Two Social Security experts differed on the potential benefits of private investment accounts, but agreed that Social Security's problems must be addressed. Doing so now, according to Olivia Mitchell and Mark Iwry, would be much easier than waiting for the system to become insolvent.
“Social Security as currently designed is not sustainable,” according to Mitchell, a member of President Bush's Commission to Strengthen Social Security. She predicted that if the system's problems are left unaddressed, cuts in benefits or increases in taxes “are inevitable. And every year we wait only makes this problem worse.”
Social Security is typically described, Mitchell noted, as part of the three-legged stool: private savings, employer-provided pensions and Social Security. However, the poorest Americans rely much more on Social Security than do wealthier individuals. Today, half of all Americans are not covered by an employment-based retirement program. As a result, a growing number of people do not have nearly enough savings to take care of their retirement needs.
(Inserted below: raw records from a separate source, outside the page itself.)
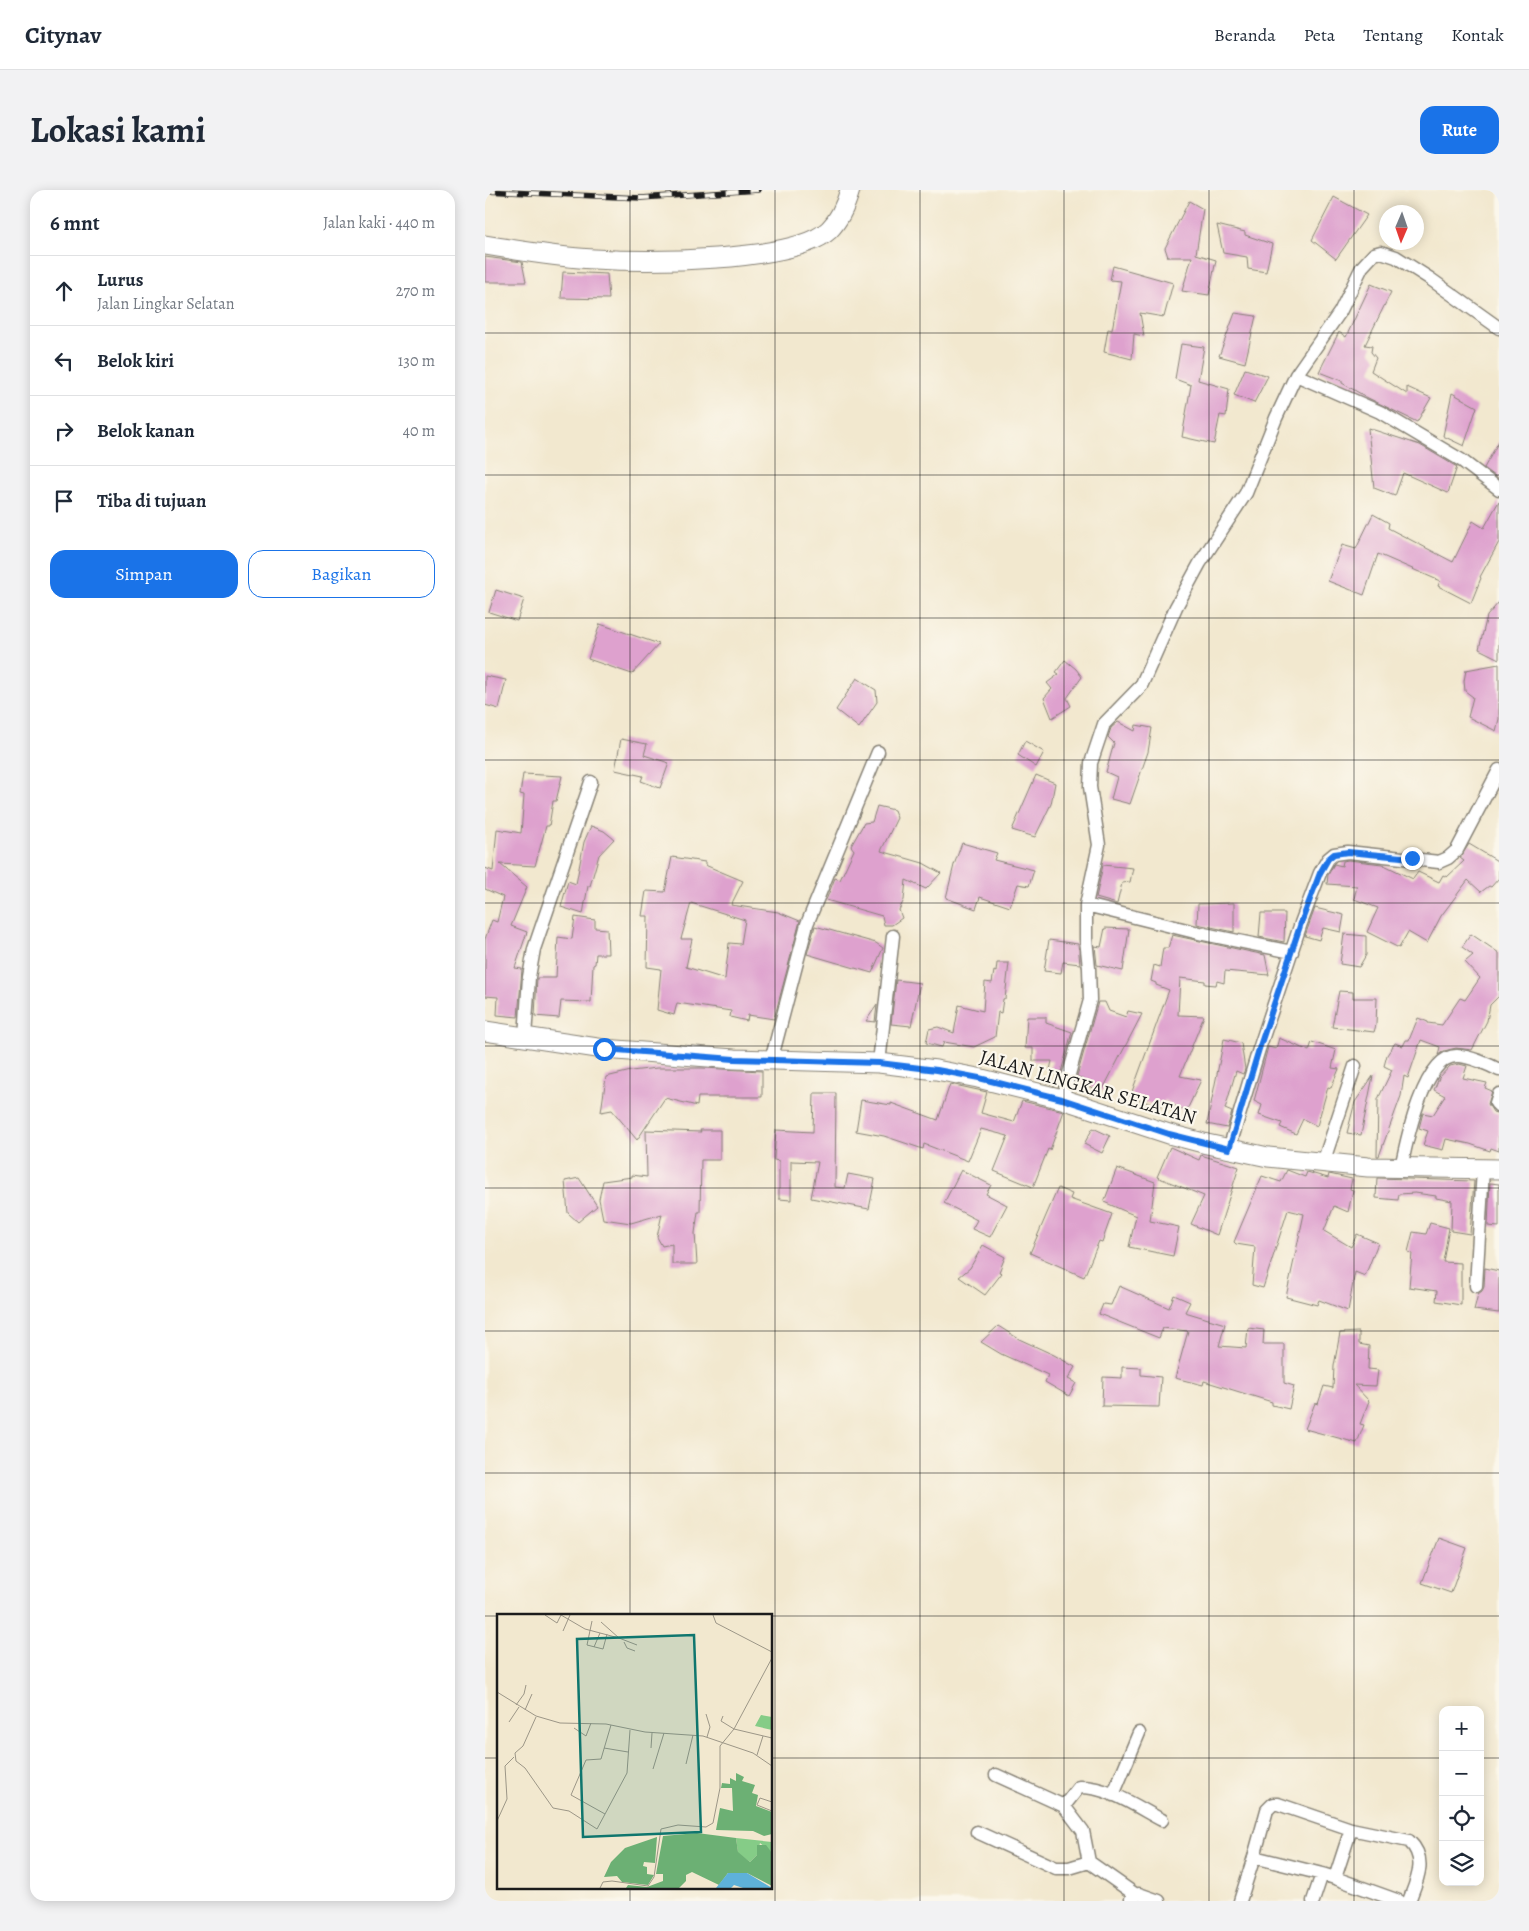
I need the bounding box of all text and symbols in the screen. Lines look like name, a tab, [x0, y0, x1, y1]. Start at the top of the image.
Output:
text: Citynav	[25, 19, 101, 51]
text: Beranda	[1214, 23, 1276, 47]
text: Peta	[1304, 23, 1335, 47]
text: Tentang	[1363, 23, 1423, 47]
text: Kontak	[1451, 23, 1504, 47]
text: Lokasi kami	[30, 106, 206, 154]
button: Rute	[1420, 106, 1499, 154]
north arrow	[1379, 205, 1424, 250]
text: 6 mnt	[50, 209, 100, 237]
text: Jalan kaki · 440 m	[323, 212, 435, 234]
text: Lurus	[97, 267, 143, 293]
icon: ahead	[50, 277, 78, 305]
text: 270 m	[396, 280, 435, 302]
text: Jalan Lingkar Selatan	[97, 293, 235, 315]
icon: left	[50, 347, 78, 375]
text: Belok kiri	[97, 348, 174, 374]
text: 130 m	[398, 350, 435, 372]
icon: right	[50, 417, 78, 445]
text: Belok kanan	[97, 418, 195, 444]
text: 40 m	[403, 420, 435, 442]
icon: arrive	[50, 487, 78, 515]
text: Tiba di tujuan	[97, 488, 206, 514]
button: Simpan	[50, 550, 238, 598]
button: Bagikan	[248, 550, 435, 598]
route end	[1401, 847, 1424, 870]
route start	[593, 1038, 616, 1061]
street label: JALAN LINGKAR SELATAN	[977, 1043, 1199, 1131]
inset map	[497, 1614, 773, 1888]
map controls	[1439, 1706, 1484, 1886]
button: +	[1439, 1706, 1484, 1751]
button: −	[1439, 1751, 1484, 1796]
button: locate	[1439, 1796, 1484, 1841]
button: layers	[1439, 1841, 1484, 1886]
Mitchell said there are two major types of change to consider:
• Move to a “pure welfare” program, one that could include means testing benefits.
• Move to a funded program, with government trust funds invested in the capital markets and allowing individuals to establish personal retirement accounts.
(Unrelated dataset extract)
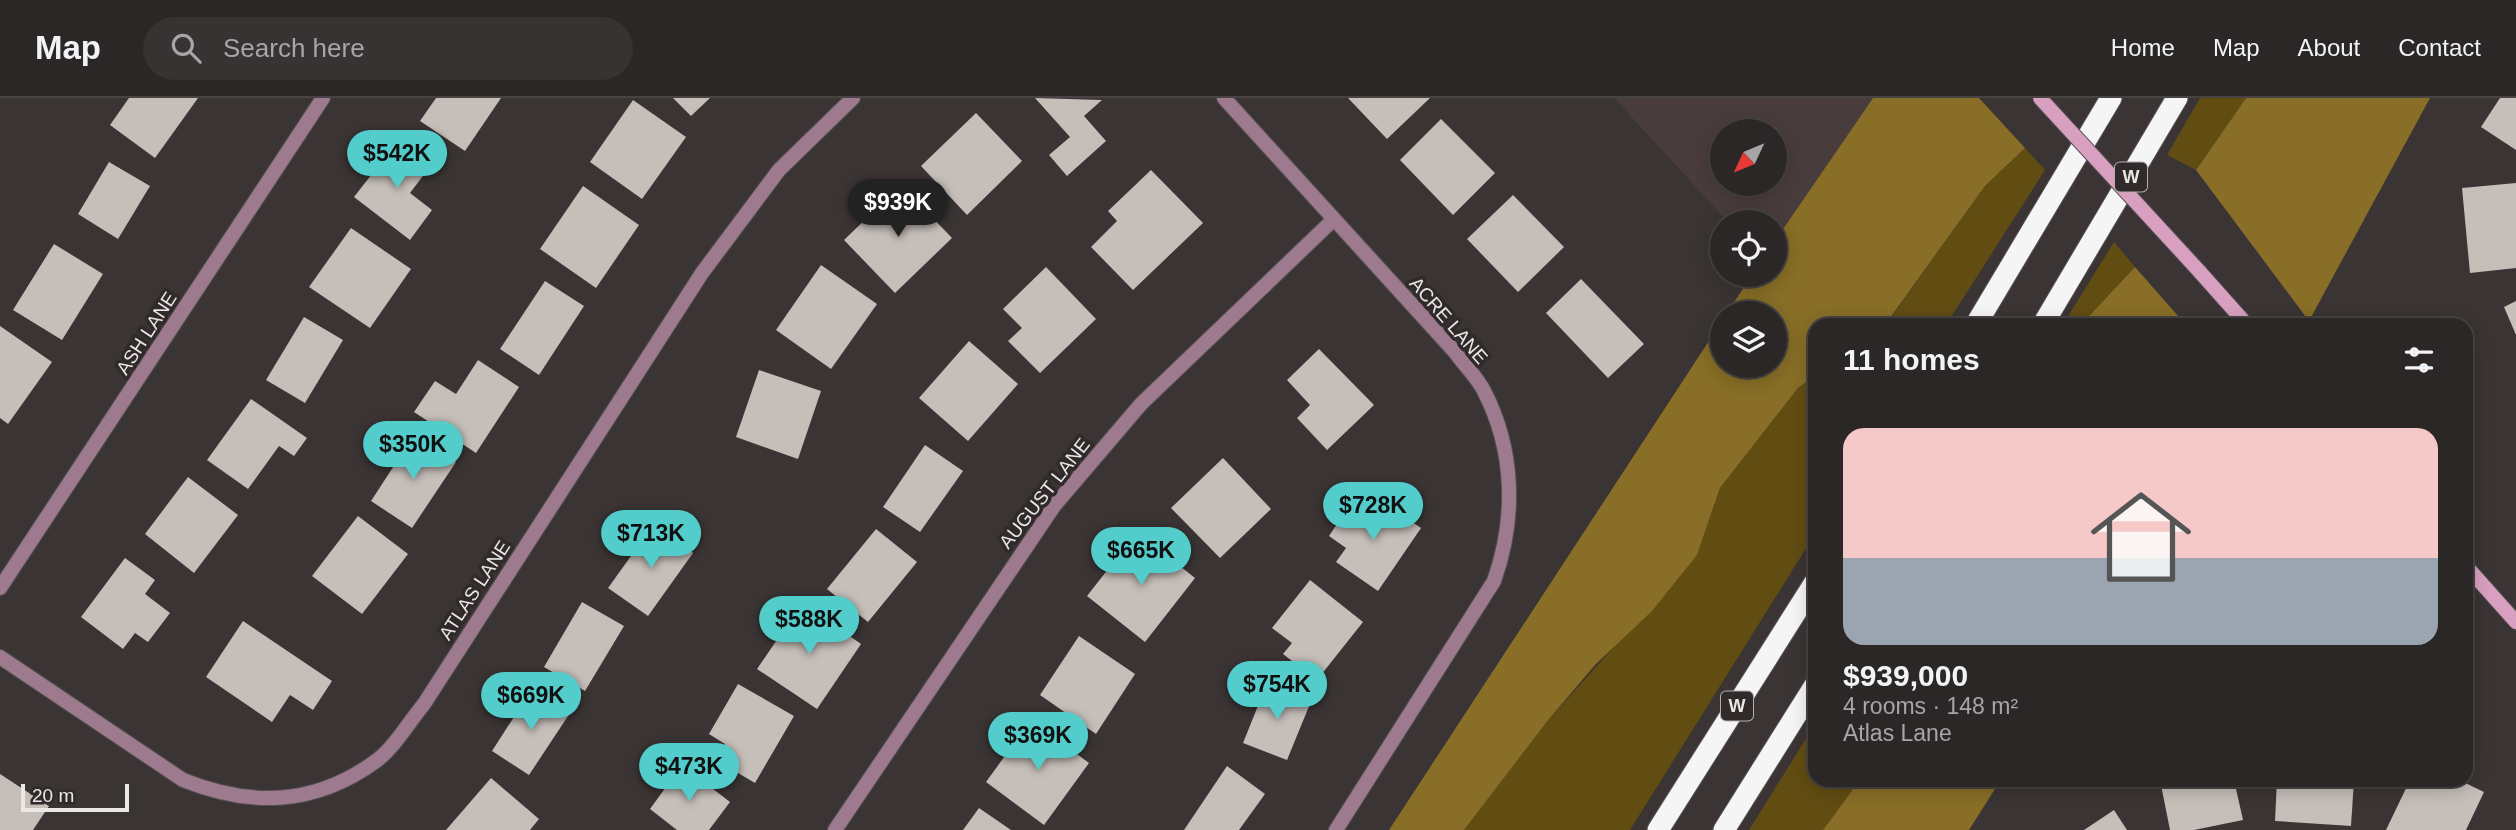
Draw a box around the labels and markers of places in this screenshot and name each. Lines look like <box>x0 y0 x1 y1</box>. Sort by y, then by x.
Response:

Personal retirement accounts, a concept she supports, would be collected centrally, as is currently the case. The concept would include benefits that could be divided in divorce. Preretirement withdrawals would be prohibited. Such personal accounts, Mitchell said, would not make Social Security solvent.
Mark Iwry also stressed the need to address Social Security's long-term funding problems, but held a different position on private investment accounts. “I'm all for them, but we already have them,” he observed. “I just believe that we already have private investment accounts,” Iwry said. “We've got 401(k)s, 457s, and 403(b)s.”
He also questioned why we would “want to replace the nation's best defined benefit plan with personal accounts.” The current plan has several laudable attributes, which he reviewed.
By comparison, he noted that private accounts create many problems, primarily because they would divert funds from Social Security, undermining the program's fiscal solvency. These accounts also would carry billions of dollars in transition costs that, he stressed, “would have to be financed by increased government borrowing—if not higher taxes.” Another consequence of private accounts could be the weakening of private pensions. “Would added employer costs encourage employers to drop or cut back plans?” Iwry asked. “Would employees reduce their 401(k) contributions?”
Instead he proposed several ways of building on existing personal investment accounts, such as capitalizing on the power of matching contributions and tying benefits to what people save, rather than on what they earn. “We could do a lot to make it easier for the average American to save and to save more automatically,” Iwry said.
Olivia Mitchell is the International Foundation of Employee Benefit Plans Professor of Insurance and Risk Management, and the Executive Director of the Pension Research Council, at the Wharton School of the University of Pennsylvania.
Mark Iwry , a nonresident senior fellow at the Brookings Institution, was the benefits tax counsel at the U.S. Treasury Department. He currently serves as Senior Adviser to the Retirement Security Project and practices law with the firm of Sullivan & Cromwell.